(1) Field of the Invention
The present invention relates to a semiconductor laser device applicable to a blue-violet semiconductor laser device used for, for example, a light source for writing and reading of a high density optical disc, and a manufacturing method thereof.
(2) Description of the Related Art
A III-V group nitride semiconductor (hereafter referred to as InGaAlN) represented by GaN has been focused as a material which has a large band gap (3.4 eV for GaN in room temperature) and can realize a device which emits light in a wave range from green to ultraviolet light. By now, a green/blue light-emitting diode using the InGaAlN has been commercially manufactured and available for various displays, traffic signals and the like. Also, a white light-emitting diode which emits white light by exciting a phosphor using a blue light-emitting diode and an ultraviolet light-emitting diode has been commercially manufactured and used for liquid crystal back light and the like. As a field of application of the InGaAlN next to the light-emitting diode, a blue-violet semiconductor laser device which is applicable to a light source for a next-generation high density optical disc is given with expectation. It is necessary for its practical use to realize high-output and long-lived blue-violet semiconductor laser device in order to deal with high-speed writing. Through seduction of crystal defect along with development of epitaxial growth technology and higher performance along with improvement of device structure, they have reached a nearly satisfied level for the use of the next generation optical disc. From now on, it is necessary to develop a blue-violet semiconductor laser device which can satisfy an output specification and can be manufactured for mass production with high yield and with low costs.

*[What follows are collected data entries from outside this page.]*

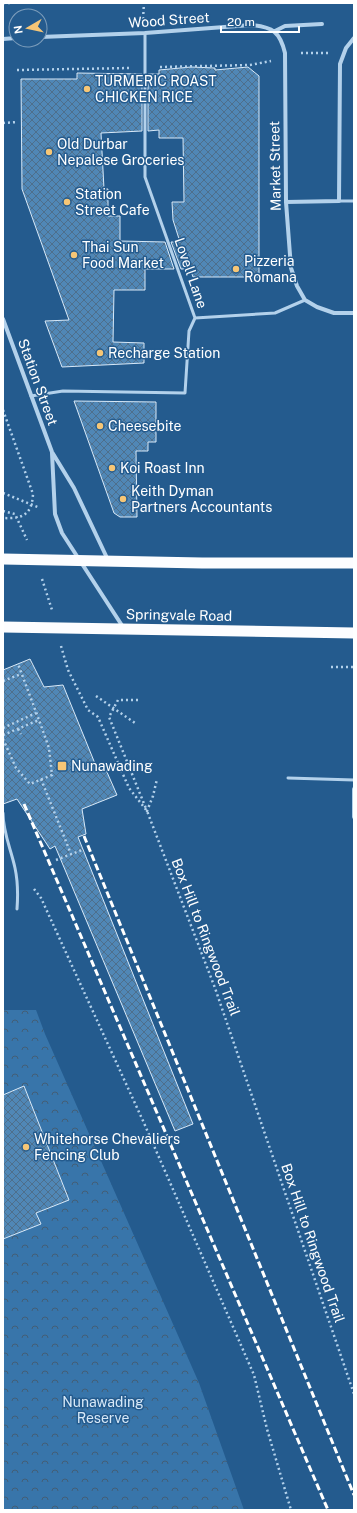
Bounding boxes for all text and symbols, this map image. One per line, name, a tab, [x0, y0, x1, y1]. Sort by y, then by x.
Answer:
north arrow	[8, 8, 48, 48]
scale bar	[221, 8, 299, 34]
street label: Wood Street	[128, 9, 210, 31]
text: 20 m	[227, 15, 255, 29]
text: N	[12, 24, 25, 35]
place label: TURMERIC ROAST CHICKEN RICE	[95, 73, 217, 105]
marker: TURMERIC ROAST CHICKEN RICE	[82, 84, 92, 94]
street label: Market Street	[266, 121, 284, 211]
place label: Old Durbar Nepalese Groceries	[57, 136, 184, 168]
marker: Old Durbar Nepalese Groceries	[44, 147, 54, 157]
place label: Station Street Cafe	[75, 186, 150, 218]
marker: Station Street Cafe	[62, 197, 72, 207]
street label: Lovell Lane	[171, 236, 211, 311]
place label: Thai Sun Food Market	[82, 239, 164, 271]
marker: Thai Sun Food Market	[69, 250, 79, 260]
place label: Pizzeria Romana	[244, 253, 297, 285]
marker: Pizzeria Romana	[231, 264, 241, 274]
street label: Station Street	[15, 336, 61, 428]
place label: Recharge Station	[108, 345, 220, 361]
marker: Recharge Station	[95, 348, 105, 358]
place label: Cheesebite	[108, 418, 182, 434]
marker: Cheesebite	[95, 421, 105, 431]
place label: Koi Roast Inn	[120, 460, 205, 476]
marker: Koi Roast Inn	[107, 463, 117, 473]
place label: Keith Dyman Partners Accountants	[131, 483, 272, 515]
marker: Keith Dyman Partners Accountants	[118, 494, 128, 504]
street label: Springvale Road	[126, 606, 232, 624]
place label: Nunawading	[71, 758, 153, 774]
marker: Nunawading	[56, 760, 68, 772]
street label: Box Hill to Ringwood Trail	[169, 856, 243, 1018]
place label: Whitehorse Chevaliers Fencing Club	[34, 1131, 180, 1163]
marker: Whitehorse Chevaliers Fencing Club	[21, 1142, 31, 1152]
street label: Box Hill to Ringwood Trail	[278, 1161, 348, 1325]
park label: Nunawading Reserve	[62, 1394, 144, 1426]

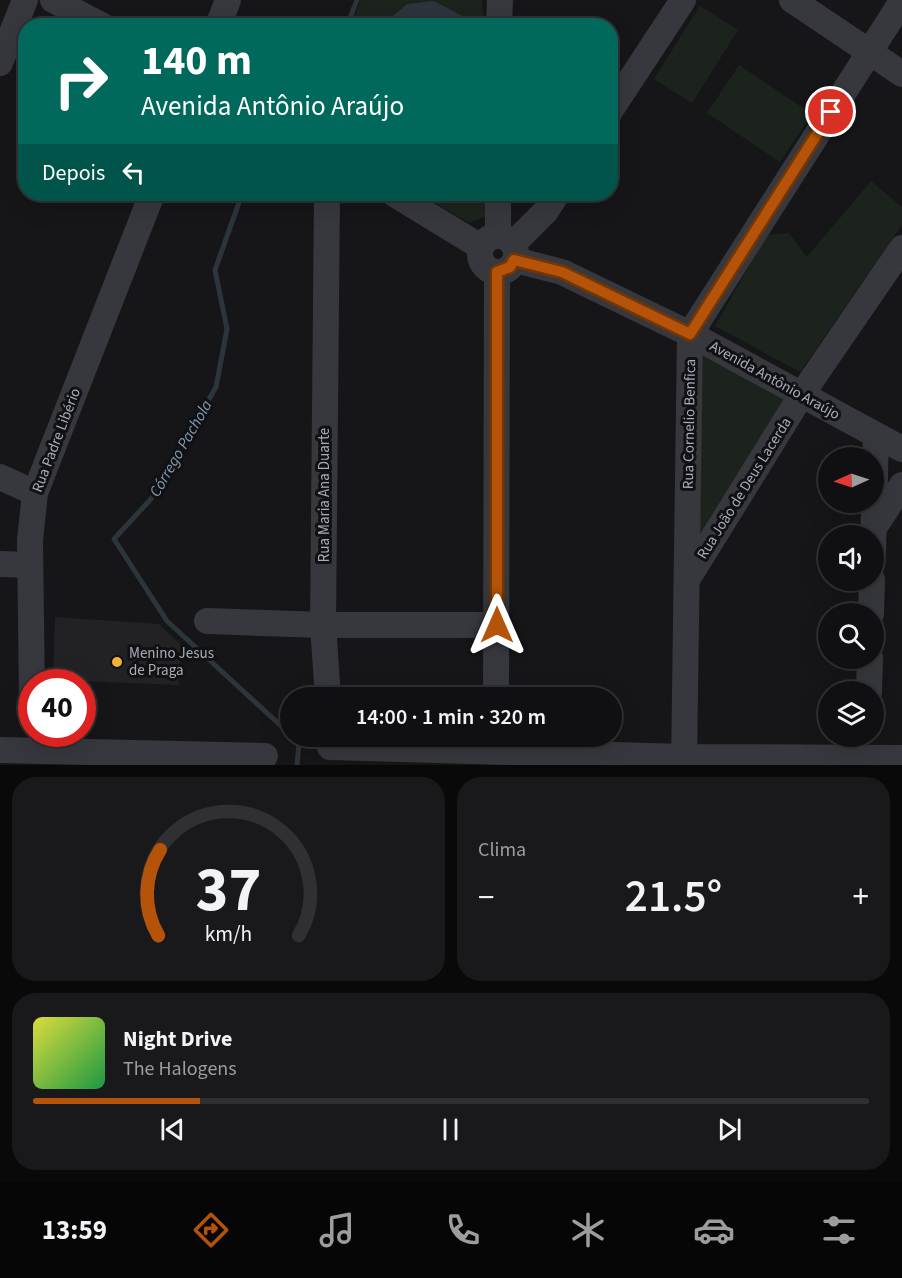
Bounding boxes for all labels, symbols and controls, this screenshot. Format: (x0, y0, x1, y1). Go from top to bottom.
text: 140 m (141, 31, 252, 91)
icon: right (42, 42, 120, 120)
pin (805, 86, 856, 137)
text: Avenida Antônio Araújo (141, 87, 404, 126)
icon: arrive (814, 95, 847, 128)
icon: left (117, 156, 150, 189)
text: Depois (42, 157, 105, 189)
street label: Avenida Antônio Araújo (706, 336, 844, 425)
street label: Rua Cornelio Benfica (678, 359, 701, 489)
street label: Rua Padre Libério (27, 385, 86, 495)
water label: Córrego Pachola (144, 396, 218, 501)
street label: Rua João de Deus Lacerda (692, 413, 797, 563)
street label: Rua Maria Ana Duarte (314, 428, 335, 562)
north arrow (818, 447, 884, 513)
map controls (818, 447, 884, 747)
button: sound (818, 525, 884, 591)
position arrow (465, 593, 529, 657)
button: search (818, 603, 884, 669)
place label: Menino Jesus de Praga (129, 643, 214, 681)
marker: Menino Jesus de Praga (110, 655, 124, 669)
speed limit sign: 40 (18, 669, 96, 747)
button: layers (818, 681, 884, 747)
text: 14:00 · 1 min · 320 m (356, 701, 546, 733)
text: Clima (478, 836, 526, 864)
text: 37 (196, 846, 261, 935)
text: 21.5° (625, 865, 722, 929)
text: − (478, 874, 494, 921)
text: + (853, 874, 869, 921)
text: km/h (205, 919, 252, 950)
text: Night Drive (123, 1023, 232, 1055)
text: The Halogens (123, 1055, 237, 1083)
icon: previous (156, 1113, 189, 1146)
icon: pause (434, 1113, 467, 1146)
icon: next (713, 1113, 746, 1146)
icon: directions (190, 1209, 232, 1251)
icon: music (316, 1209, 358, 1251)
icon: phone (442, 1209, 484, 1251)
icon: climate (567, 1209, 609, 1251)
icon: car (693, 1209, 735, 1251)
icon: filters (818, 1209, 860, 1251)
text: 13:59 (42, 1211, 107, 1250)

Hereafter, it is explained about a structure of a high-output blue-violet semiconductor laser device which has been reported.
FIG. 1 is a schematic cross-section showing a structure of a conventional GaN-based blue-violet semiconductor laser device (e.g. S. Nakamura et. al., “The Blue Laser Diode”, Springer-Verlag Berlin Heidelberg N.Y.: pp. 255).
The blue-violet semiconductor laser device has an n-type GaN layer 2, an n-type AlGaN cladding layer 3, an n-type GaN guide layer 4, an InGaN multiple quantum well active layer 5, an undoped-GaN guide layer 6, a p-type AlGaN electron overflow suppression layer 7, a Ti/Au pad electrode 11, a Ti/Al/Ni/Au electrode 12, a sapphire substrate 13, a Ni/Au electrode 19, a p-type AlGaN cladding layer 20, a p-type GaN contact layer 21, and SiO2 passivation film 22.
The following layers are sequentially formed on the sapphire substrate 13 by an epitaxial growth technique using, for example, a Metal Organic Chemical Vapor Deposition (MOCVD technique) and the like: the n-type GaN layer 2; the n-type AlGaN cladding layer 3; the n-type GaN guide layer 4; the InGaN multiple-quantum well active layer 5; the undoped-GaN guide layer 6; the p-type AlGaN electron overflow suppression layer 7; the p-type AlGaN cladding layer 20; and the p-type GaN contact layer 21.
The portions of the p-type AlGaN cladding layer 20 and the p-type GaN contact layer 21 are etched so as to form a striped ridge portion. The SiO2 passivation film 22 is formed so as to cover sidewalls of the ridge portion. On the top of the ridge portion, there is an opening in the SiO2 passivation film 22, and the Ni/Au electrode 19 and the Ti/Au pad electrode 11 are formed as a p-type side ohmic electrode in the opening. Herein, a portion of the epitaxial growth layer is etched so as to expose the n-type GaN layer 2, and the Ti/Al/Ni/Au electrode 12 is formed as an n-type side ohmic electrode on the exposed n-type GaN layer 2.
In the blue-violet semiconductor laser device having the above mentioned structure, the striped ridge structure serves as a waveguide of the semiconductor laser device, light emission of 405 nm from the InGaN multiple quantum well active layer 5 is confined inside the ridge because of a difference of the refractive indexes between the p-type AlGaN cladding layer 20 and the SiO2 passivation film 22. Thus, a blue-violet laser is realized by so-called ridge waveguide structure.